BMI Report Cards Not the Answer
January 25, 2007
by Rochelle Davis, HSC Executive Director
There has been plenty of media coverage recently about the trend in schools districts reporting student body mass index to parents. Some states require schools to take this action while in other instances school districts are making this decision on the local level.
While it is important for parents to be aware of their child’s health status, I am not sure that this is the most important role for schools to play. Many schools provide students with access to unhealthy foods, use these foods to reward students, sell unhealthy foods to raise funds for schools and have limited opportunity for students to engage in physical activity.
It was interesting to note that the Pennsylvania school district mentioned in The New York Times story still had not made changes in its own policies and practices, other than some revamping of its cafeteria menu (though ice cream sandwiches and Rice Krispie treats are still available and bought by the handful).

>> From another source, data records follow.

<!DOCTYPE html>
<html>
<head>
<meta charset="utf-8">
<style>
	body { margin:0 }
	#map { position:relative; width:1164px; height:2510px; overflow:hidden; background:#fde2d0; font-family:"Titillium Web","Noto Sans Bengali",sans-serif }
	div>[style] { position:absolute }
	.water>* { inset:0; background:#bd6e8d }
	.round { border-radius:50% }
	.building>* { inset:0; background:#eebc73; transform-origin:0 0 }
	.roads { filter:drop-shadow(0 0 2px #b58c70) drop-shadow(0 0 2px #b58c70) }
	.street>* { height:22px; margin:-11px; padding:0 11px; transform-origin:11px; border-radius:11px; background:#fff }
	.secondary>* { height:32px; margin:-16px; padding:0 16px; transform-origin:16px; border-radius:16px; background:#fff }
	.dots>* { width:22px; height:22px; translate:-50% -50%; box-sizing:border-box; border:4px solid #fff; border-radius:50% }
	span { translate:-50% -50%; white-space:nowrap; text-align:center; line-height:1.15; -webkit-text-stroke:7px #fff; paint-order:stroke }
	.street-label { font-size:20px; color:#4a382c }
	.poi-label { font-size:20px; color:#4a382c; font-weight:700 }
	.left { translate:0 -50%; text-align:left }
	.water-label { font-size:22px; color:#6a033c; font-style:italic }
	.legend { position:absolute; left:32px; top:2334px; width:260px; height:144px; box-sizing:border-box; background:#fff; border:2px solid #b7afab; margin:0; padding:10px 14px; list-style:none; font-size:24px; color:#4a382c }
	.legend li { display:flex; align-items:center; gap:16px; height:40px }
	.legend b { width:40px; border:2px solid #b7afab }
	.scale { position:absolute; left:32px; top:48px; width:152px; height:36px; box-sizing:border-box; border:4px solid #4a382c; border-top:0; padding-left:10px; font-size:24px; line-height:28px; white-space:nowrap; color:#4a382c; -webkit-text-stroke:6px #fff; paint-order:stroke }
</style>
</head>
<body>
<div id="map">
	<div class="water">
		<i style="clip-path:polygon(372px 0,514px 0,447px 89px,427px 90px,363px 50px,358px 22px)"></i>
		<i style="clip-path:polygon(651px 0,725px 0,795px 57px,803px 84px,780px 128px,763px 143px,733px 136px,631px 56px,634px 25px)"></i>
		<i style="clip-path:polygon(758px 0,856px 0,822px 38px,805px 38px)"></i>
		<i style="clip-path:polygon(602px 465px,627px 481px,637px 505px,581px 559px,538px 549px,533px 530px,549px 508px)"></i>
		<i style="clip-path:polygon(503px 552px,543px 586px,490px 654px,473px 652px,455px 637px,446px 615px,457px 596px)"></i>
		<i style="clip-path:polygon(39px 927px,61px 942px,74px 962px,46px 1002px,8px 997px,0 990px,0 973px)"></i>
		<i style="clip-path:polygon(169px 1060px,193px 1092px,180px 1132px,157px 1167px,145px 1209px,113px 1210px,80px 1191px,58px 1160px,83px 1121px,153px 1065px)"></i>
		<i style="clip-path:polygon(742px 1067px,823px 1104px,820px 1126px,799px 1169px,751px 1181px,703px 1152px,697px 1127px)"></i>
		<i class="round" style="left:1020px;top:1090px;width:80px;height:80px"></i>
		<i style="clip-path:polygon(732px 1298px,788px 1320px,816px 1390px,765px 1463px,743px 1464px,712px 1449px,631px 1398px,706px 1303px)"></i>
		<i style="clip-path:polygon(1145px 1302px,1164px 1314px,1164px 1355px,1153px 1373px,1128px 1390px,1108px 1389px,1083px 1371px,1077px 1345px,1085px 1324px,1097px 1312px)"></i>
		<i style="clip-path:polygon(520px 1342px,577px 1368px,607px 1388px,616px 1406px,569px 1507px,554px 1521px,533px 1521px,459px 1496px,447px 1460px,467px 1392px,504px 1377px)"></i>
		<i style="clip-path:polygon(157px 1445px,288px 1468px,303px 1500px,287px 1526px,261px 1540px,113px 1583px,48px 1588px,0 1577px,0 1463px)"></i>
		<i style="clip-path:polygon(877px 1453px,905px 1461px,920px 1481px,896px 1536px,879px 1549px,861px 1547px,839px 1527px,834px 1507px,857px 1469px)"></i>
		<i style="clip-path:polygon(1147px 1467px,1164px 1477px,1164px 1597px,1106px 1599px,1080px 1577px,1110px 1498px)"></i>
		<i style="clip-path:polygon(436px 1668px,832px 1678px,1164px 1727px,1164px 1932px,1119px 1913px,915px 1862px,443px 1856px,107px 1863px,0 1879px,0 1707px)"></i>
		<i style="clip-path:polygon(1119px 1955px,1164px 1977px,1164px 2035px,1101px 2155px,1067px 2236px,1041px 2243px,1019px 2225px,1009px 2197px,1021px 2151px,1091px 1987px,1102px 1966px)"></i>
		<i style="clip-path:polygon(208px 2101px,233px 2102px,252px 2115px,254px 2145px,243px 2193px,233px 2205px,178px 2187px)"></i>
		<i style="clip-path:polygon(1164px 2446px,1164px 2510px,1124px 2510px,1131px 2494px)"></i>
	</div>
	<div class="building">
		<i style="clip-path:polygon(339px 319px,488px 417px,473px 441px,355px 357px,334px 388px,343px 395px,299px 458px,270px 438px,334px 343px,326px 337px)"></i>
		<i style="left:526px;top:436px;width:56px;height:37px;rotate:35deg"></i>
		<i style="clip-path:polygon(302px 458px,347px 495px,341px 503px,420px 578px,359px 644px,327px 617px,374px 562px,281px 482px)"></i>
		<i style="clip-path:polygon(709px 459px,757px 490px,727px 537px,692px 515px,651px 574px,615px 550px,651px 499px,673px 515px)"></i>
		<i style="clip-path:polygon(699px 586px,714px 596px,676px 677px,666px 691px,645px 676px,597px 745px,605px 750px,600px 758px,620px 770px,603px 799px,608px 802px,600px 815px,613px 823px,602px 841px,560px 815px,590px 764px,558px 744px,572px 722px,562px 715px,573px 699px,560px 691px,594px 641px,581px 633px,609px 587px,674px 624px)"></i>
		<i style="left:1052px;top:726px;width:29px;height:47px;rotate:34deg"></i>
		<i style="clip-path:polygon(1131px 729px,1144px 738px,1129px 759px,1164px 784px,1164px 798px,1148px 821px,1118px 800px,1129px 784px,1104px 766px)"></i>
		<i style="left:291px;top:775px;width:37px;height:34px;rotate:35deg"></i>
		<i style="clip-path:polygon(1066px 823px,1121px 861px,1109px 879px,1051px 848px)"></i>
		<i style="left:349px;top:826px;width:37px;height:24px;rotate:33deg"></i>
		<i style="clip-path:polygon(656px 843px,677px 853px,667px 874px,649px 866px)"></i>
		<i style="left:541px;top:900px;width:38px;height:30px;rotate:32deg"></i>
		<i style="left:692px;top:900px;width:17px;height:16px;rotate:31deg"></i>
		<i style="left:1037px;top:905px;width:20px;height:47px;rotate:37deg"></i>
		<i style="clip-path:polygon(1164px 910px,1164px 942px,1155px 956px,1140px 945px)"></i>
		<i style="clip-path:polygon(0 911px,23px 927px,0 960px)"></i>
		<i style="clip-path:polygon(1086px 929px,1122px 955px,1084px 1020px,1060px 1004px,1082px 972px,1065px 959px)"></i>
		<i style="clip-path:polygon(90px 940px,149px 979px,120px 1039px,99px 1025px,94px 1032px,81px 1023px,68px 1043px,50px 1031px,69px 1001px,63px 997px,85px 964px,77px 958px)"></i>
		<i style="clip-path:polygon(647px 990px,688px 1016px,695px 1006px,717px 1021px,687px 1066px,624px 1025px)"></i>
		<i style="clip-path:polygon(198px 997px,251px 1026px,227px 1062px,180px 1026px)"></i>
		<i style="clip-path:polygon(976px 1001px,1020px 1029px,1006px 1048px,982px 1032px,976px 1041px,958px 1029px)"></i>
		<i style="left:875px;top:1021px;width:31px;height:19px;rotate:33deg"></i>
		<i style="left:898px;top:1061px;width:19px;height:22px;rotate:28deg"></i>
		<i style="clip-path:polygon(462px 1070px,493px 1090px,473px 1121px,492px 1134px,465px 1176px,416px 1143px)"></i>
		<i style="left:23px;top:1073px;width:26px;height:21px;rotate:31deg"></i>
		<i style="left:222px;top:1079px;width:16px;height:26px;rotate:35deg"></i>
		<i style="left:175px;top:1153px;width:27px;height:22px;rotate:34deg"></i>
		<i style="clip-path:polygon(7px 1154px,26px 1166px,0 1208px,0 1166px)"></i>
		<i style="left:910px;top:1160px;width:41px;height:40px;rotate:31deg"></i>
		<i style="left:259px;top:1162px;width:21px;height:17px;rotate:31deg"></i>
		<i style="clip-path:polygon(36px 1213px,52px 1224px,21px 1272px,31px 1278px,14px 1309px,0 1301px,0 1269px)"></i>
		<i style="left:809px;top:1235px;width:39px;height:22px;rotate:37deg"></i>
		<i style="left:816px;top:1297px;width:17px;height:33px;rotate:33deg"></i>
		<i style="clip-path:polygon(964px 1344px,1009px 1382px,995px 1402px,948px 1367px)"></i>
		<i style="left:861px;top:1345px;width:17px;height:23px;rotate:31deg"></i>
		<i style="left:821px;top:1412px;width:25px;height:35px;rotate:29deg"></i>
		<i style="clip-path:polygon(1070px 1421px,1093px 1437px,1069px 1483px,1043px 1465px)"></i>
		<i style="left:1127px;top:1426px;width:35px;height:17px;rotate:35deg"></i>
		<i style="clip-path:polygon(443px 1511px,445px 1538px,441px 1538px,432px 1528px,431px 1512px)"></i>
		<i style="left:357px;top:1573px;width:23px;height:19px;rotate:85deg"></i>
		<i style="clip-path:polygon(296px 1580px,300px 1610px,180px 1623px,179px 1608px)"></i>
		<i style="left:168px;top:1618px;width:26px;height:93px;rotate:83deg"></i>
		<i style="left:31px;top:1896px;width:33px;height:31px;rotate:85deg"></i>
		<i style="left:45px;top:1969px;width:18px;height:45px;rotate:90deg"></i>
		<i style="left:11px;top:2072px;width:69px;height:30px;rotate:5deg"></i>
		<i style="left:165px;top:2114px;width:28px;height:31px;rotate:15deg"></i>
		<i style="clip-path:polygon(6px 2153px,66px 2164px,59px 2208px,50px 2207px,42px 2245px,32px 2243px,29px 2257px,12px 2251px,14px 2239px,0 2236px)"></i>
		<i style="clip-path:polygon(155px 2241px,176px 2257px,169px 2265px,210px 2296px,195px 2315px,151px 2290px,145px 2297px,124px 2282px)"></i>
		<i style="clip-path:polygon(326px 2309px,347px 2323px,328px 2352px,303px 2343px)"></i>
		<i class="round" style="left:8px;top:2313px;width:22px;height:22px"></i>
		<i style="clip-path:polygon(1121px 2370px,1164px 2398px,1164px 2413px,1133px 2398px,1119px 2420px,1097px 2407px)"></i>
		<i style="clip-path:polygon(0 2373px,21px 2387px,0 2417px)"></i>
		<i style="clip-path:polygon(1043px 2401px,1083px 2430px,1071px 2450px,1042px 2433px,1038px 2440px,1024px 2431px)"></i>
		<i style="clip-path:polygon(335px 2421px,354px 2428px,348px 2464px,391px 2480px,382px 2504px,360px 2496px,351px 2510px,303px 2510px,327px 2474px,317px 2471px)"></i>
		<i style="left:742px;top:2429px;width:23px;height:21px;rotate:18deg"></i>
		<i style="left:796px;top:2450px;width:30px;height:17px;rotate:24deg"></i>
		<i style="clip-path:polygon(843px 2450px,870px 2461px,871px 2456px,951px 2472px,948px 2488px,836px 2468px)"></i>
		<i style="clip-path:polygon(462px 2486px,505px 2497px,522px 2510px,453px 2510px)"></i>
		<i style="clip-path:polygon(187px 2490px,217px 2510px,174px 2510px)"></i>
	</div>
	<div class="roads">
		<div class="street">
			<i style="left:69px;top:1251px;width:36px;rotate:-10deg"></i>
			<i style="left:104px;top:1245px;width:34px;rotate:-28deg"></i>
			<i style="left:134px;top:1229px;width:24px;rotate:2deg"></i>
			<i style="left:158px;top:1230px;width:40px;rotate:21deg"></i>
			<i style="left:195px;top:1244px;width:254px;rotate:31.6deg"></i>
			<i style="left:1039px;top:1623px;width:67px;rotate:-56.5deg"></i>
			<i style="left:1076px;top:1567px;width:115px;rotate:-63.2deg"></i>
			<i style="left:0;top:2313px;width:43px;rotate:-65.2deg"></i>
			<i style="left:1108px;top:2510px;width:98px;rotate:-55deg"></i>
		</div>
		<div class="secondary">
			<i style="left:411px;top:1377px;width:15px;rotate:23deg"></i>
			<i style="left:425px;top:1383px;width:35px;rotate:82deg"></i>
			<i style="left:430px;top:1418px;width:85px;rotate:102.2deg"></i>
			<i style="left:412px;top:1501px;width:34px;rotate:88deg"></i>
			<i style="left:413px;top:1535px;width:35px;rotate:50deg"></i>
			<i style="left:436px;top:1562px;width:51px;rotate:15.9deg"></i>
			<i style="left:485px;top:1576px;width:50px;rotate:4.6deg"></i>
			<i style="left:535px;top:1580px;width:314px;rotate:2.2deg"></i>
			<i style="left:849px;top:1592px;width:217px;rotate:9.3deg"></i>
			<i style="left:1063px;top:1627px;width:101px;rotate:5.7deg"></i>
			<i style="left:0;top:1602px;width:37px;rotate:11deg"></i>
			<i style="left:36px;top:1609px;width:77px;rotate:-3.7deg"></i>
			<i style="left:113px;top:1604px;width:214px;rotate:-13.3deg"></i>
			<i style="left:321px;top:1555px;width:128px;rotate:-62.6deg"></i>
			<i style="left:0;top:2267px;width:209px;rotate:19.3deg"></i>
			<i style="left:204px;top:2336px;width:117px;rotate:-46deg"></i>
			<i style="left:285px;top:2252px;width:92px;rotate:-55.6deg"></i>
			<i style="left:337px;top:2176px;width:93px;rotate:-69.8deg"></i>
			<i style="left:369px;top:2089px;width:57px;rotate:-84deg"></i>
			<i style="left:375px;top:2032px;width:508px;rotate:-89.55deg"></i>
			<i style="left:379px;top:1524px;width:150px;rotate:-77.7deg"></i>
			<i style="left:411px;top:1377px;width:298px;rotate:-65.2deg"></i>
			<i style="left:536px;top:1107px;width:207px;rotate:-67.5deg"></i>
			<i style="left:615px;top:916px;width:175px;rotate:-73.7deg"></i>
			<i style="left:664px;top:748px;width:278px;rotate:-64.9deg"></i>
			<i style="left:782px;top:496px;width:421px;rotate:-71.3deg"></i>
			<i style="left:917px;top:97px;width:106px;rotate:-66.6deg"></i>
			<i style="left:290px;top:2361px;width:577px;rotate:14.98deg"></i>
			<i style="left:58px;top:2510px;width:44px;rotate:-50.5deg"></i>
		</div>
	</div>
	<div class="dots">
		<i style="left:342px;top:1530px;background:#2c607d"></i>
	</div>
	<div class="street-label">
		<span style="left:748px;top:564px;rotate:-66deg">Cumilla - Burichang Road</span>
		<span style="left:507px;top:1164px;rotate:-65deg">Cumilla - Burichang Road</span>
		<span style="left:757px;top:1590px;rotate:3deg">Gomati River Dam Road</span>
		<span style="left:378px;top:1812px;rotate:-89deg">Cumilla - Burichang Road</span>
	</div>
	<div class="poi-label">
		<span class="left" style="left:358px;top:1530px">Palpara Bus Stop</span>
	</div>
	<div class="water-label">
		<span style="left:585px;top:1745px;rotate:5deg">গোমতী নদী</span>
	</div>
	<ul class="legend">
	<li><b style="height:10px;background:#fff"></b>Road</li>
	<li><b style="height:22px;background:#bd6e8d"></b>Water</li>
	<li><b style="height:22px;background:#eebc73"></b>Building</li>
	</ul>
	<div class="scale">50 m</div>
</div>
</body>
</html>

Rather than spending valuable staff time and resources on recording BMI, school districts should follow public health guidelines set forth by the Centers for Disease Control and Prevention and work toward making improvements in schools (visit the School Wellness Policies website, created by National Alliance for Nutrition and Activity, for a look at sound policies that are based on CDC recommendations).
A report card to parents on how schools, the state legislature and the federal government measure up in meeting these guidelines seems to be a better solution.
Plus: According to a study published last year in Health Education Research, “although there are potential benefits to conducting screenings in schools, there is also the potential to do harm to the children who are identified as overweight.”